Çin’de ABD menşeli sosyal medya platformlarının kullanılması yasak. Yaklaşık 1 milyar aktif kullanıcı sayısına sahip sosyal medya platformu "WeChat" üzerinden hükümet yetkililerinin kişisel verilere erişebilmesi mümkün. Böylece insanların en yakınlarıyla yaptığı mahrem görüşmeler bile bir anda mahkemelerde aleyhe delil olarak kullanabiliyor.

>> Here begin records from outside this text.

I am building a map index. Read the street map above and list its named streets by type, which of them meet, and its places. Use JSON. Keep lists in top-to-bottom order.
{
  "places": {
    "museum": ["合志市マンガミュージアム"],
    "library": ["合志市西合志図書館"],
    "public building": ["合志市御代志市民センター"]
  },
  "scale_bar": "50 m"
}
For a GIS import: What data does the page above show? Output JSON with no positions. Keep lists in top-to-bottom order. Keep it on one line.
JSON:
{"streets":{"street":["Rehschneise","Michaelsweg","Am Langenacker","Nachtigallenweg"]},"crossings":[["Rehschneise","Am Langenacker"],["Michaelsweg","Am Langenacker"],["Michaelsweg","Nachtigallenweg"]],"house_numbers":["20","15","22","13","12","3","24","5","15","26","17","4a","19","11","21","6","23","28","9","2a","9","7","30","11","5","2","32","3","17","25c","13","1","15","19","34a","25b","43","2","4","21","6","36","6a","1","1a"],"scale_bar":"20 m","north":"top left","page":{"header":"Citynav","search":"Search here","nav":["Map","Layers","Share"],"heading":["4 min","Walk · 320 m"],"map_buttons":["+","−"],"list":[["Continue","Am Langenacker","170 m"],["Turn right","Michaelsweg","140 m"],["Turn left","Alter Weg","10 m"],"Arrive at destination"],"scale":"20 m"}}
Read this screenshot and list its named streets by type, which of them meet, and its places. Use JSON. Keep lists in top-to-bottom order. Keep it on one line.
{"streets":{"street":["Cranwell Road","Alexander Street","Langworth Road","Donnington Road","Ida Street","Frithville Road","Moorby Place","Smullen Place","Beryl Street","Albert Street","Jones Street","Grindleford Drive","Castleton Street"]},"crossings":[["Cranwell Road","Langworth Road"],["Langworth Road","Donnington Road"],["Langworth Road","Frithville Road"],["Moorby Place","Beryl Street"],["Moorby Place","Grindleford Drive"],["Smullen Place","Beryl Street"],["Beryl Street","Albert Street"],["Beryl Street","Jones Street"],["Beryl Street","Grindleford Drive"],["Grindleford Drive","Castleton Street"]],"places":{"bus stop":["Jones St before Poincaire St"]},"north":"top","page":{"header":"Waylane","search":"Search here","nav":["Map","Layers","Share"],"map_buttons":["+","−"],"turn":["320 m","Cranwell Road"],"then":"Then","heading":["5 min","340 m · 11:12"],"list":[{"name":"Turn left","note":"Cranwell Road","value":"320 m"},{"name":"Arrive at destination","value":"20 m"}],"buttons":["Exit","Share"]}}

Bir Araştırma Şirketine (IPVM) göre, "Her bir birey için hükümet kişisel bilgileri, siyasi faaliyetlerini, ilişkilerini topluyor… Bu kişinin davranışlarının anlaşılması, ne tür bir tehdit oluşturabileceğinin tespit edilmesi için her türlü veriyi topluyor. Her türlü muhalefeti imkânsız kılıyor ve hükümete vatandaşlarının davranışlarıyla ilgili gerçek tahminler yaratıyor. Bir hükümetin bu tür analizler yapma kapasitesine sahip olacağını George Orwell bile hayal edememiştir."
* * *
TÜRKİYE’NİN GÜNDEMİ
Türkiye'de yüksek teknolojiler geliştirmek için ciddi bir çaba yok. İmalat sanayii ihracatındaki yüksek teknoloji ürünlerinin oranı yüzde 3’ün altında. Sadece savunma sanayiinde SİHA’lar ve bazı silahların geliştirilmesiyle avunuyoruz.
Katma değerli üretim yapabilmek için yüksek teknolojiye, nitelikli iş gücüne, araştırma ve geliştirme faaliyetlerine ihtiyacımız var. Bu alanlarda ve bilimsel yayın, patent gibi konularda dünya sıralamasındaki yerimiz çok gerilerde.
Yüksek teknolojileri üretebilecek insan gücüne sahip çıkmıyoruz. "Giderlerse gitsinler" diyebildiğimiz değerli insan kaynağımızı yurtdışına kaptırıyoruz.
Yeraltı ve yerüstü kaynaklarımızı da yabancılara kaptırdığımızı Erzincan’daki altın madeninde yaşanan facia ile öğrendik. Yeni bir haber, 5 Şehir Hastanemiz Danimarkalı bir şirkete satıldı.
Ama olsun, biz ahirete yatırım yapıyoruz: On liseliden biri İmam Hatip Lisesi'nde okuyor. Kur’an Kurslarımız ve camilerimizin sayısı tüm ülkelerden fazla. Tarikat ve cemaatlerin özel okullarının, "sıbyan mekteplerinin" sayıları hızla artıyor. Orta öğretimde imamların ders vermesi yaygınlaşıyor.
Buralarda "gerçek dinin" öğretildiğini söyleyemeyiz. Ama bunları yapanlar her yaştan insanlarımızı ahirete hazırladıklarını iddia ediyorlar.
Dinimizle ilgilenenler derdimizle ve dünyadaki gelişmelerle ilgilenmiyorlar.
Fakir halkın çocuklarını İmam Hatip ve Kur’an Kurslarına yönlendirenler, nedense, kendi çocuklarını yurtdışında okutuyorlar.